Namco ARCADE GAME SERIES Review – PC
+ Authentic recreations of the original classics
+ Reasonably priced and bundle options
+ You can finally beat your kids at a game
- Poor menus and interface
- Lacks the precision controls of the coin-op
I love nostalgia as much as the next guy experiencing a mid-life crisis, so when Namco announced they were bringing back four of their classic arcade games from the 80’s I was more than excited. I can’t begin to count the hours spent at the various arcade/pizza joint hybrids around town and on Purdue’s campus, and it all started with the games that make up this latest offering; Dig Dug, PAC-MAN, Galaga, and Ms.

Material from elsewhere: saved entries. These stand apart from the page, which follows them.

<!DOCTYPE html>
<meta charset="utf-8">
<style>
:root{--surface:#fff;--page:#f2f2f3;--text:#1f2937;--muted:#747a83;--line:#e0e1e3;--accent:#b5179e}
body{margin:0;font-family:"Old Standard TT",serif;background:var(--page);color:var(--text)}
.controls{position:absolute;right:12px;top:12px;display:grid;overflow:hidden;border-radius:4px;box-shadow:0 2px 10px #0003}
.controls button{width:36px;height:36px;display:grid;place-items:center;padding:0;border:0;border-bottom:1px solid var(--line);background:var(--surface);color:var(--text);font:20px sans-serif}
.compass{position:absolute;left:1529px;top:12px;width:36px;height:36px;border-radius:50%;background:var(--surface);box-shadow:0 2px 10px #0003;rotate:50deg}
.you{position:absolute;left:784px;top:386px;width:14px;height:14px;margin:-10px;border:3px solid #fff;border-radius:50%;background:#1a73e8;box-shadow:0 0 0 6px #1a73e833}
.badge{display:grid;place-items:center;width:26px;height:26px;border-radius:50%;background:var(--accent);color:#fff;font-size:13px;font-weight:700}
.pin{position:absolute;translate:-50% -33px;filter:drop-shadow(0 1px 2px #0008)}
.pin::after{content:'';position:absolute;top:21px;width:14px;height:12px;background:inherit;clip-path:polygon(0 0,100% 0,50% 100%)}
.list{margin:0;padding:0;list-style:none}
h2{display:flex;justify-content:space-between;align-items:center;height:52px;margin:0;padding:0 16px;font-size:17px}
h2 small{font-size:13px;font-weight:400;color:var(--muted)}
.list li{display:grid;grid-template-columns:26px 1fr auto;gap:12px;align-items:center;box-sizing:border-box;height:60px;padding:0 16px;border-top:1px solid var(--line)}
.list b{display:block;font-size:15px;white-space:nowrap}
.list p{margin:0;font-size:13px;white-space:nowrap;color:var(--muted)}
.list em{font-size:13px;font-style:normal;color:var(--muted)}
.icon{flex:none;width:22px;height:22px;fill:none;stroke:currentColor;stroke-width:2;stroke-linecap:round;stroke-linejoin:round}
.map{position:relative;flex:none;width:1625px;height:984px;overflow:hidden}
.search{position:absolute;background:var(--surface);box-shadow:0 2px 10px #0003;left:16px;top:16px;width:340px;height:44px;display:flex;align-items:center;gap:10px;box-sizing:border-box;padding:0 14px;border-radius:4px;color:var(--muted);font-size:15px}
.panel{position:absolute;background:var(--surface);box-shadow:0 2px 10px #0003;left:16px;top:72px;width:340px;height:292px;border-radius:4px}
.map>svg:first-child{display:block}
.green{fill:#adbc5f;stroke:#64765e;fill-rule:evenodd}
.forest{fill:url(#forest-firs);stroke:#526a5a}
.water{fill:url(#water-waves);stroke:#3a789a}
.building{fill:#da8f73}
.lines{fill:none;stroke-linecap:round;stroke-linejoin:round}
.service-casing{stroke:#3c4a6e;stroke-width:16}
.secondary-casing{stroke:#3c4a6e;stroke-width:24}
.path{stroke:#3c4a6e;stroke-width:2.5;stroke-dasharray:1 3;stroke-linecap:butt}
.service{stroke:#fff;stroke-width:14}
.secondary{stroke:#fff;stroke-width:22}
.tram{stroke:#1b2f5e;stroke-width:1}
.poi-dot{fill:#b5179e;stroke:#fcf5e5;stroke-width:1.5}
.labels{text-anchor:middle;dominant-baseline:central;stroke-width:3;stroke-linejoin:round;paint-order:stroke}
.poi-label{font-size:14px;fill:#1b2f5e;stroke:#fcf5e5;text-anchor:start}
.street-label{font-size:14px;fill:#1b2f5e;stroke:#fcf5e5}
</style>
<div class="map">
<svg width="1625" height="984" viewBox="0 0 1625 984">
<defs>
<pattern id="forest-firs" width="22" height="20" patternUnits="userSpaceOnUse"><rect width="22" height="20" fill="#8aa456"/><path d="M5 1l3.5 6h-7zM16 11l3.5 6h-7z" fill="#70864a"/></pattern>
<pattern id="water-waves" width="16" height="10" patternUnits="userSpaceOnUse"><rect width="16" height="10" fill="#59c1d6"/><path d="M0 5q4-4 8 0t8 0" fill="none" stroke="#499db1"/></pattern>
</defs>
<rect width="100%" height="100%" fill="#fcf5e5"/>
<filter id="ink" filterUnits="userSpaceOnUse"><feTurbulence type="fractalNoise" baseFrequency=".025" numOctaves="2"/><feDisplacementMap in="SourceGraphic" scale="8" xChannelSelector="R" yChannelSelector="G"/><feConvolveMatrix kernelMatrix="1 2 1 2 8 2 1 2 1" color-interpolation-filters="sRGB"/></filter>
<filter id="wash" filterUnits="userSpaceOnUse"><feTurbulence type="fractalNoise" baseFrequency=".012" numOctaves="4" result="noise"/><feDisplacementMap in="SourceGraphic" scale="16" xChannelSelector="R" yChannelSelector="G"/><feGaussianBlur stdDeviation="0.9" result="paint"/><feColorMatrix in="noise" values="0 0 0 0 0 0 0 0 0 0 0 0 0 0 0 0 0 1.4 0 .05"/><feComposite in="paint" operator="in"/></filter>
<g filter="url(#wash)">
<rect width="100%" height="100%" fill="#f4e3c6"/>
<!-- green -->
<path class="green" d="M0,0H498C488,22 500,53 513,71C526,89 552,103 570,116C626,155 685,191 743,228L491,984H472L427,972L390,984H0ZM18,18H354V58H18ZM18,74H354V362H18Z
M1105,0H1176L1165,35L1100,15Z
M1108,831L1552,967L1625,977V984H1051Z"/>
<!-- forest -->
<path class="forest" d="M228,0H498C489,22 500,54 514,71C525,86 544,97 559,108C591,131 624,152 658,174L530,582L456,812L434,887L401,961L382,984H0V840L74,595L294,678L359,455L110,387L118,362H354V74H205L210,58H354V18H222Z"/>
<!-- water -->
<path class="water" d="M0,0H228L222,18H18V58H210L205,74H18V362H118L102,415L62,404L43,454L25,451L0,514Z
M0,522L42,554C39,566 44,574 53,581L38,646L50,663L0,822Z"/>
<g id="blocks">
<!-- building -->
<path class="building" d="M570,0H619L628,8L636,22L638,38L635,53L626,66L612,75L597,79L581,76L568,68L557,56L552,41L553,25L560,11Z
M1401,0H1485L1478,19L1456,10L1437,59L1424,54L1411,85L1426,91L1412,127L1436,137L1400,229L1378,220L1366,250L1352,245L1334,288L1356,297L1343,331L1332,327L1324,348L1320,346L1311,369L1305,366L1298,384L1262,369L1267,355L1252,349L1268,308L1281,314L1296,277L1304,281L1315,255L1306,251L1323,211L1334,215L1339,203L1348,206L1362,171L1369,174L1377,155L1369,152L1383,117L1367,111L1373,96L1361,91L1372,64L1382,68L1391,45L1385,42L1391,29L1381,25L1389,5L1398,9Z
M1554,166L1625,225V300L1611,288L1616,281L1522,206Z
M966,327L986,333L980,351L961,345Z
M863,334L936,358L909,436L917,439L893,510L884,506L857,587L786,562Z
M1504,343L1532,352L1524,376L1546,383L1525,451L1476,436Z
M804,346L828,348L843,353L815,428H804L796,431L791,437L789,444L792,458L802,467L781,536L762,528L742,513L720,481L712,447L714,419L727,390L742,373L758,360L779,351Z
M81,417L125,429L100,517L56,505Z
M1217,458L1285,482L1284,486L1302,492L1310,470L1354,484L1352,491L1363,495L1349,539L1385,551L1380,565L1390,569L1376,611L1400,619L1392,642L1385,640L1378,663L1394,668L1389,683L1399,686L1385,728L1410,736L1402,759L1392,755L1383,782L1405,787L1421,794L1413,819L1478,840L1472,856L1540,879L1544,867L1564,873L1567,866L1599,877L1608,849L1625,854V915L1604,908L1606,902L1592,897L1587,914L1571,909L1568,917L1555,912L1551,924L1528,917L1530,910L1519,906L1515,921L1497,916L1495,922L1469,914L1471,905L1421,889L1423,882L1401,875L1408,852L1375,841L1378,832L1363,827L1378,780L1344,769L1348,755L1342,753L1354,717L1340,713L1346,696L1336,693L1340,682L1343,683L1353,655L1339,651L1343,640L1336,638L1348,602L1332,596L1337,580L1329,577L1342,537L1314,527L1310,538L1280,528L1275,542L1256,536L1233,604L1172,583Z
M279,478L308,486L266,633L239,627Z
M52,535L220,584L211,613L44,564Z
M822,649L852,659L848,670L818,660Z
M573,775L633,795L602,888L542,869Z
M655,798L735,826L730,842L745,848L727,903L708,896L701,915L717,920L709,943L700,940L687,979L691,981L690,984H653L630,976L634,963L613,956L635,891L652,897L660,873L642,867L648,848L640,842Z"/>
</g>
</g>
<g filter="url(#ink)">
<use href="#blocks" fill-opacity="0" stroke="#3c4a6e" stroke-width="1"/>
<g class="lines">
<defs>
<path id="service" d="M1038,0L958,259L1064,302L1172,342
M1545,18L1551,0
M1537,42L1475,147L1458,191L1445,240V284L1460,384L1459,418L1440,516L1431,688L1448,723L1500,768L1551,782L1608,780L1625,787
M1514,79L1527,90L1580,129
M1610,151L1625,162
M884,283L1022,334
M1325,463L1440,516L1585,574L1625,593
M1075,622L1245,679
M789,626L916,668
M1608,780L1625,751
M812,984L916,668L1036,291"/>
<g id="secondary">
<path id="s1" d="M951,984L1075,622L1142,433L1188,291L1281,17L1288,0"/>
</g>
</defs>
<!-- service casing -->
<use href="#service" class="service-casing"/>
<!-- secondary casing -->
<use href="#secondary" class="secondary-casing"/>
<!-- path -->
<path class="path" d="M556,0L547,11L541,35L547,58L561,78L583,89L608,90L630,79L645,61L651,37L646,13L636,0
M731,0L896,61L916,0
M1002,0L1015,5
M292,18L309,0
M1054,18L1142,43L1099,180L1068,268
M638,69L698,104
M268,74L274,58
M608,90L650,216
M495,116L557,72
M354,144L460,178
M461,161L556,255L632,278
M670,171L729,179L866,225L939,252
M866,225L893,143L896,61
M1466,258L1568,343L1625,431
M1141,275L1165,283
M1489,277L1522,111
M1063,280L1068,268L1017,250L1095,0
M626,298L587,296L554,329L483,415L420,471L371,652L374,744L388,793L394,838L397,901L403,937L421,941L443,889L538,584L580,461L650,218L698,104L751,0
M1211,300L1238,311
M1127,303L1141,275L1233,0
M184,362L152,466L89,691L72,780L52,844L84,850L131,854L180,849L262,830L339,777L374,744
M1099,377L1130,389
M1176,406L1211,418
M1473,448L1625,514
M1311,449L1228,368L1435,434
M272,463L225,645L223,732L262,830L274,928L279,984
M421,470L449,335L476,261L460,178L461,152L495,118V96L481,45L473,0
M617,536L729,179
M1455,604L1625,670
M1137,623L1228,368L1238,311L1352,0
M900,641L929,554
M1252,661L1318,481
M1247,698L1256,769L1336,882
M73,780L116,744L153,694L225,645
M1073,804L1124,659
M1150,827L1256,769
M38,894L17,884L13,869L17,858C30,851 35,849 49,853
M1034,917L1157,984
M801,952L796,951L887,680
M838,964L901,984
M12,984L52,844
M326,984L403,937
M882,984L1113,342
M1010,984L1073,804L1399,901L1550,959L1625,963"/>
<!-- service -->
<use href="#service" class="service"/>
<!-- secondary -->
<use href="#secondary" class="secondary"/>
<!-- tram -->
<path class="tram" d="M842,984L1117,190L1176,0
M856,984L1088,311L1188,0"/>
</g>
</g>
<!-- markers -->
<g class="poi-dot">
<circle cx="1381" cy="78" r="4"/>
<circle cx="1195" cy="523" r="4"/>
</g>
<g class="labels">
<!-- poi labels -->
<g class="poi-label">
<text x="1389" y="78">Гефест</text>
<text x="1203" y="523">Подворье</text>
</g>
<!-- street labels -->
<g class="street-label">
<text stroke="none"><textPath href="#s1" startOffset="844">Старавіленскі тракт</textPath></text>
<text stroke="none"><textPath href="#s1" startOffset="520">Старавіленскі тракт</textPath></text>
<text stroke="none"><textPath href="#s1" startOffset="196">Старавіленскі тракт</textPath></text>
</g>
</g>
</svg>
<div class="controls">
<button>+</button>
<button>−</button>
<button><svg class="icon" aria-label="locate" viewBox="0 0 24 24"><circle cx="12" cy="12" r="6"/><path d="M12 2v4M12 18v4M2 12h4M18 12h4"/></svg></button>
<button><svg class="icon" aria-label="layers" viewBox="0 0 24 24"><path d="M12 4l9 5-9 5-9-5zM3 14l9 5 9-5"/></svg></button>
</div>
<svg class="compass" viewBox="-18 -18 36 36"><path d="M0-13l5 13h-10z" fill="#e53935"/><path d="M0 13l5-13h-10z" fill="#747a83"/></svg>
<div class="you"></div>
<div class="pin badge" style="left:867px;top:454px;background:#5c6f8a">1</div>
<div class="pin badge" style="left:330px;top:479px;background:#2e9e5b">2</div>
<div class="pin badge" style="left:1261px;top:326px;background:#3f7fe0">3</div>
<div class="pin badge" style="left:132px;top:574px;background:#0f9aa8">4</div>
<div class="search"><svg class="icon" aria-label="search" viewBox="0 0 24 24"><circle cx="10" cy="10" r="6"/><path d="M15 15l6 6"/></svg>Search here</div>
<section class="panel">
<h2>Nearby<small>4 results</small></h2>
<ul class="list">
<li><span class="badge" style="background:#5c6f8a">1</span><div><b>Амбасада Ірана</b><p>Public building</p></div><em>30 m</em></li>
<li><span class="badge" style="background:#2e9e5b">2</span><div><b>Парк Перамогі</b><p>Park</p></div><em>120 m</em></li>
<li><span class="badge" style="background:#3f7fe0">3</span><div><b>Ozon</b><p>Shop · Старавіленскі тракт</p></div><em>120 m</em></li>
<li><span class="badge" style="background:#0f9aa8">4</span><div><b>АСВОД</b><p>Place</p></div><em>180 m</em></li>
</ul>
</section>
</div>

PAC-MAN, now available on Steam.
Arguably, these games are targeted toward the 40-50 year old gamer and perhaps anyone who has seen the recent Adam Sandler movie, PIXELS. Anyone younger is sure to scoff at the simplistic premise of these pattern-memorizing games and primitive graphics. Even though flashier and more modern versions of these games exist, Namco chose to keep things pure and classic, going as far as to include the Round 256 bug in PAC-MAN – something I triggered twice in 1983.
PAC-MAN Screenshot Gallery
I won’t even insult you by trying to describe what these games are about or how to play them. These four titles are so much a part of mainstream culture that even if you have never played them you know HOW to play them. Using all your reflexes and powers of pattern recognition and memorization, you can spend infinite hours playing any or all of these titles.
I can’t begin to express the flood of memories that washed over me as I played all of these games in their original form. The only way it would have been more authentic was if I rotated my monitor so it was vertical. Since these games play in a 3:4 aspect ratio the unused sides of the screen are home to both original and updated cabinet art. My only real complaint is that there was no way to force a full screen mode, so I had to use the game zoom feature to make the playing area as large as possible and still fit within my screen.
DIG-DUG Screenshot Gallery
Another minor complaint is that unless you have a tournament fight stick it is nearly impossible to get that same feeling as latching onto that red knob from the arcade machine and play with any real accuracy. Using my fight stick was just like being back at the arcade. Your second best option would be the Xbox One Elite controller with its ultra-responsive and configurable D-pad. I found the Xbox 360 and PS4 DualShock controllers were just too imprecise to be reliable in my attempts at recreating my high scores from my youth. There also seems to be no dead zone for the stick, so my characters/ships kept drifting to the right, and there is no way to calibrate the gamepad. The keyboard certainly offered precise 2/4-way directional controls, but it just felt wrong playing these games with a keyboard.
All of the games feature a fairly minimal presentation with simple and often awkward menus and setup screens. I was very surprised none of the games featured a way to exit properly forcing you to use ALT-F4 to return to Steam. It seems there was minimal effort in getting these games to the marketplace.
Galaga Screenshot Gallery
Each of these classic arcade games are being sold for $4 each, but PAC-MAN, Dig Dug, and Galaga are being bundled in an Arcade Game Series 3-in-1 Pack for $8. I’m not sure why Ms. PAC-MAN isn’t being offered in any type of bundle, but you can use your $4 savings to purchase her game if you like. And before you quibble on the price, keep in mind $4 per title is only 16 quarters, so when you start your 17th game you are actually saving money.
I’m not sure how many 50-year old gamers are out there, but if you exist and are looking to relive your misspent youth then these are certainly authentic versions of some classic arcade games that will spark some fond memories. I still enjoy the rush of PAC-MAN Championship Edition DX+, but Namco’s ARCADE GAME SERIES was a blast from the past and probably some of the few games you can actually beat your kids.